Author/s : James A. Whittaker
Publisher : Addison-Wesley Professional
Category :
Project Management, Process and Best Practices
Review by : Jeanne Boyarsky
Rating : 9 horseshoes
"Exploratory Software Testing" was a very enjoyable read. It is geared towards testers, but I think developers and informal testers can benefit from it as well.
My favorite section of the book was the "tours." This extended analogy compares vacation and
testing. It points out different types of testing in a creative and memorable way. Examples:
- "morning commute" = startup
- "arrogant American" provides silly inputs
- "tourist district" differences between experienced/novice users
The author then provides case studies of how the tours were used at Microsoft. I really liked how he showed the importance of focusing on a completely different point of view in different tests.
The first 136 pages provide enough reasons to buy the book. The rest is the author's background, newsletter type posts from university and
his Microsoft blog. While I'm not a fan of blog posts verbatium in a book, it was in an appendix at least.
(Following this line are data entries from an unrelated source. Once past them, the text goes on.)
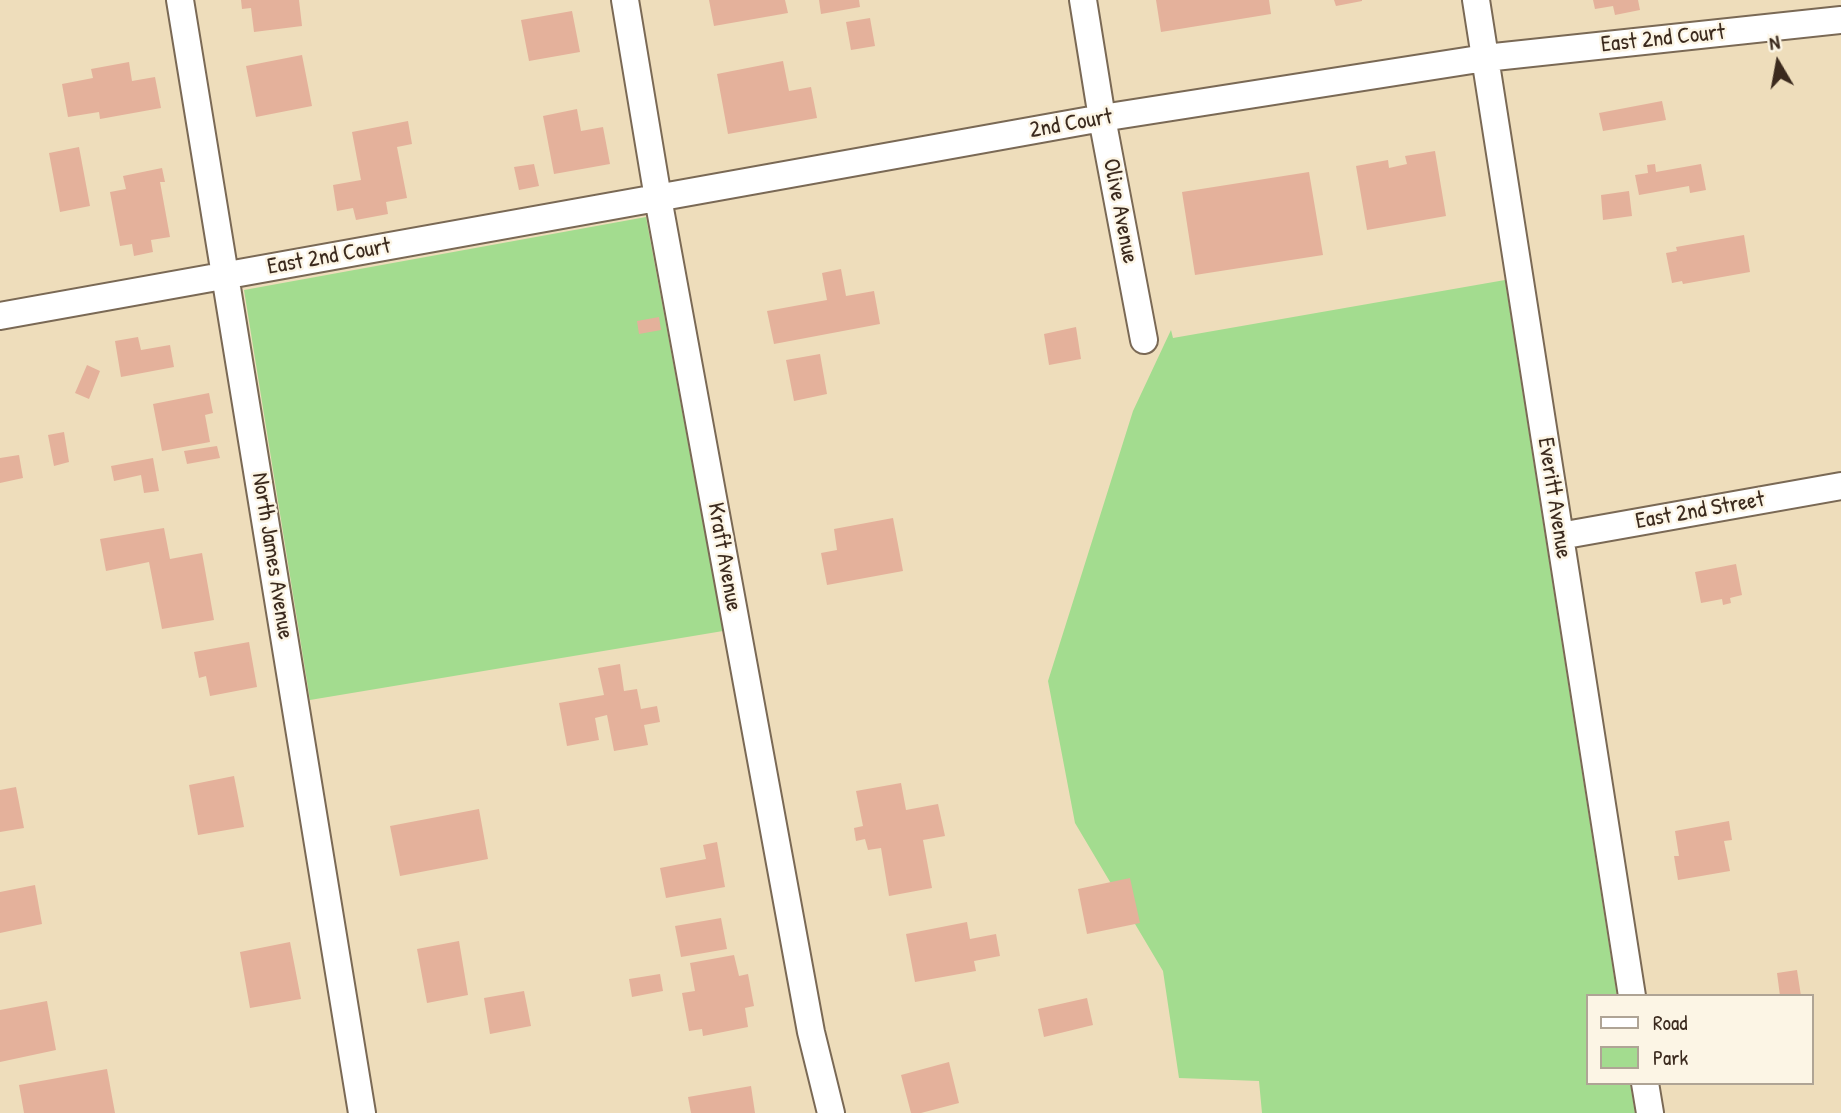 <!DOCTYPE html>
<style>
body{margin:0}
#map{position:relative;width:1841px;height:1113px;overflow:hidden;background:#edb;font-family:"Patrick Hand",sans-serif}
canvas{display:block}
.legend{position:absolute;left:1586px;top:994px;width:228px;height:91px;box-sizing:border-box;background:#fcf5e5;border:2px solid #afa495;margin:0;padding:9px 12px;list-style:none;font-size:21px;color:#3b2a1e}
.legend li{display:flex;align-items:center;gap:14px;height:35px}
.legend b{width:35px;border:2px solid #afa495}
.north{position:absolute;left:1743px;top:28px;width:70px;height:70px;-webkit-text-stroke:5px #fcf5e5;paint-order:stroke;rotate:350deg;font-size:19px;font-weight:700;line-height:28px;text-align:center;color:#3b2a1e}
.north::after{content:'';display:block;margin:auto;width:24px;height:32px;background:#3b2a1e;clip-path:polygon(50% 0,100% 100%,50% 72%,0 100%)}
</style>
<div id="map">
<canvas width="1841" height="1113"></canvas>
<ul class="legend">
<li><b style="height:9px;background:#fff"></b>Road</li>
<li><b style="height:19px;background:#a3dc8f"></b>Park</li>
</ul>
<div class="north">N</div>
</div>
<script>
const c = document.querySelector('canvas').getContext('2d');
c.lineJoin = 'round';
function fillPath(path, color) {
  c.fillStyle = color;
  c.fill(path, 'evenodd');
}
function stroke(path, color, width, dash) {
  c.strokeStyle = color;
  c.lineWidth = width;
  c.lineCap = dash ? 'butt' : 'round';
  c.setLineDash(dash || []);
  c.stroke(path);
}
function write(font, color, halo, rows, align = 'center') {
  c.font = font + ' "Patrick Hand",sans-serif';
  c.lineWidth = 5;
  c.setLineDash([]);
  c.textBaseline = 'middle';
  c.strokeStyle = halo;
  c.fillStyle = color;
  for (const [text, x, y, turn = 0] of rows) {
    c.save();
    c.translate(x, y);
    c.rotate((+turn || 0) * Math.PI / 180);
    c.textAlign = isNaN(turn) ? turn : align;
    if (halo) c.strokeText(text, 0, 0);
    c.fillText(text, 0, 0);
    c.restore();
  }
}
const green = new Path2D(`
 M646,217L723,631L310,700L244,290Z
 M1505,280L1617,996H1587V1083H1630L1635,1113H1262L1259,1081L1179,1078L1163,971L1075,823L1048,681L1133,411L1171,330L1173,338Z`);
const building = new Path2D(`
 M241,0H299L302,26L254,32L251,8L242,9Z
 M709,0H785L788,13L714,26Z
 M819,0H859L860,7L821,14Z
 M1156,0H1269L1271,14L1161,32Z
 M1334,0H1362V1L1336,6Z
 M1593,0H1638L1640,10L1615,15L1613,6L1595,9Z
 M572,11L580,52L529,61L521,20Z
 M870,18L875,46L851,50L846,22Z
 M302,55L312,106L256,117L246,66Z
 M783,61L789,91L811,87L817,118L728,134L717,74Z
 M129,62L132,81L155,77L161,108L100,119L99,112L68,117L62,84L93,78L91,69Z
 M1662,101L1666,120L1603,131L1599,113Z
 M577,109L581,131L603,127L610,164L554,174L543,116Z
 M408,121L412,144L397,147L407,198L386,202L388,214L356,220L353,208L337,211L333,185L361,180L352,132Z
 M79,147L90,206L60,212L49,153Z
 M1435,151L1446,216L1367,230L1356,166L1388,160L1389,168L1407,164L1405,156Z
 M534,164L539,186L519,190L514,167Z
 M1655,164L1656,172L1701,164L1706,190L1690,193L1689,186L1639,195L1635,175L1648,173L1647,165Z
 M162,168L165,182H160L170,237L151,240L153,252L134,256L132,244L120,246L110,192L126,189L123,176Z
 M1309,172L1323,255L1195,275L1182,192Z
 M1629,191L1632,216L1603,220L1601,195Z
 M1744,235L1750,272L1683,284L1682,281L1672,283L1666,253L1677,251L1676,247Z
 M841,269L846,296L874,291L880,324L774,344L767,311L827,300L822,273Z
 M659,317L661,330L639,334L637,321Z
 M1076,327L1081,359L1049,365L1044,334Z
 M138,337L141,350L170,345L174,367L121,377L115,341Z
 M820,354L827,394L794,401L786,360Z
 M87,365L100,371L89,399L75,393Z
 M209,393L213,413L205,415L210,442L162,451L153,404Z
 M64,432L69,462L54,466L48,435Z
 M217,446L220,458L187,464L184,451Z
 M19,455L23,478L0,483V458Z
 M153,458L159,491L144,493L141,475L114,481L111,466Z
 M893,518L903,571L827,585L821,553L837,550L834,529Z
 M164,528L170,559L202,553L214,620L162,629L149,562L106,571L100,539Z
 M1736,564L1742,595L1730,598L1731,603L1723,605L1722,599L1701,603L1695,572Z
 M249,642L257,687L210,696L206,676L199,678L194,652Z
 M620,664L624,691L637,689L641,709L657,706L660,722L644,725L648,745L614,751L607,715L595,718L599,740L567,746L559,703L604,695L598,668Z
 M234,776L244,827L198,835L189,785Z
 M901,783L906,810L938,804L945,836L923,840L932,888L889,896L881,848L868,850L865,839L856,841L854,828L863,826L856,791Z
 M16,787L24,828L0,832V790Z
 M479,809L488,859L400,876L390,826Z
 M1729,821L1732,840L1724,841L1730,871L1678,880L1674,856H1679L1675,831Z
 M717,842L725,887L666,898L660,868L706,859L703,845Z
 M1130,878L1140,923L1087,934L1078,889Z
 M35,885L42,924L0,933V892Z
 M721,918L727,949L681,957L675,926Z
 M967,922L970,939L996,934L1000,956L974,961L976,971L915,982L906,934Z
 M459,941L468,995L427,1003L417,949Z
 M290,942L301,999L250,1008L240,952Z
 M734,955L739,976L748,974L754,1006L745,1008L748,1027L703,1036L702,1029L689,1031L682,993L695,991L690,963Z
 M1797,970L1801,996H1780L1777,973Z
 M660,974L663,991L632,997L629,979Z
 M524,991L531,1026L490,1034L484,998Z
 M1087,998L1093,1025L1044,1037L1038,1009Z
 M47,1001L56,1050L0,1062V1010Z
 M949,1062L959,1103L921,1113H911L901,1075Z
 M107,1069L115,1113H24L19,1085Z
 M751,1086L755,1113H691L688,1097Z`);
const minor = new Path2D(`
 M180,0L362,1113
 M625,0L658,198L811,1032L831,1113
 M1083,0L1102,118L1144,340
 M1476,0L1632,996
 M0,316L1102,118L1485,58L1841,20
 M1560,536L1841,486
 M1645,1083L1650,1113`);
const streetNames = [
 ["East 2nd Court",1663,39,-6],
 ["2nd Court",1071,124,-10],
 ["Olive Avenue",1120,211,79],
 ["East 2nd Court",329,257,-10],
 ["Everitt Avenue",1554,498,81],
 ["East 2nd Street",1700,511,-10],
 ["North James Avenue",272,556,81],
 ["Kraft Avenue",724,557,80]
];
fillPath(green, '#a3dc8f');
fillPath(building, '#e4b19b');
stroke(minor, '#7a6955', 30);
stroke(minor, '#fff', 26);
write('23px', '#3b2a1e', '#fcf5e5', streetNames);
</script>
If I could change three things about the book:
1) A list or table of the tours in one place
2) More consistency in the format of each Microsoft tester's description
3) Order the blog posts by topic rather than chronologically. Posts in a "series" should be together in printed form
As you can see, my biggest "complaints" about the book are quite minor.
And to make the FTC happy: I received a copy of this book from the publisher in
exchange for writing this review on behalf of JavaRanch.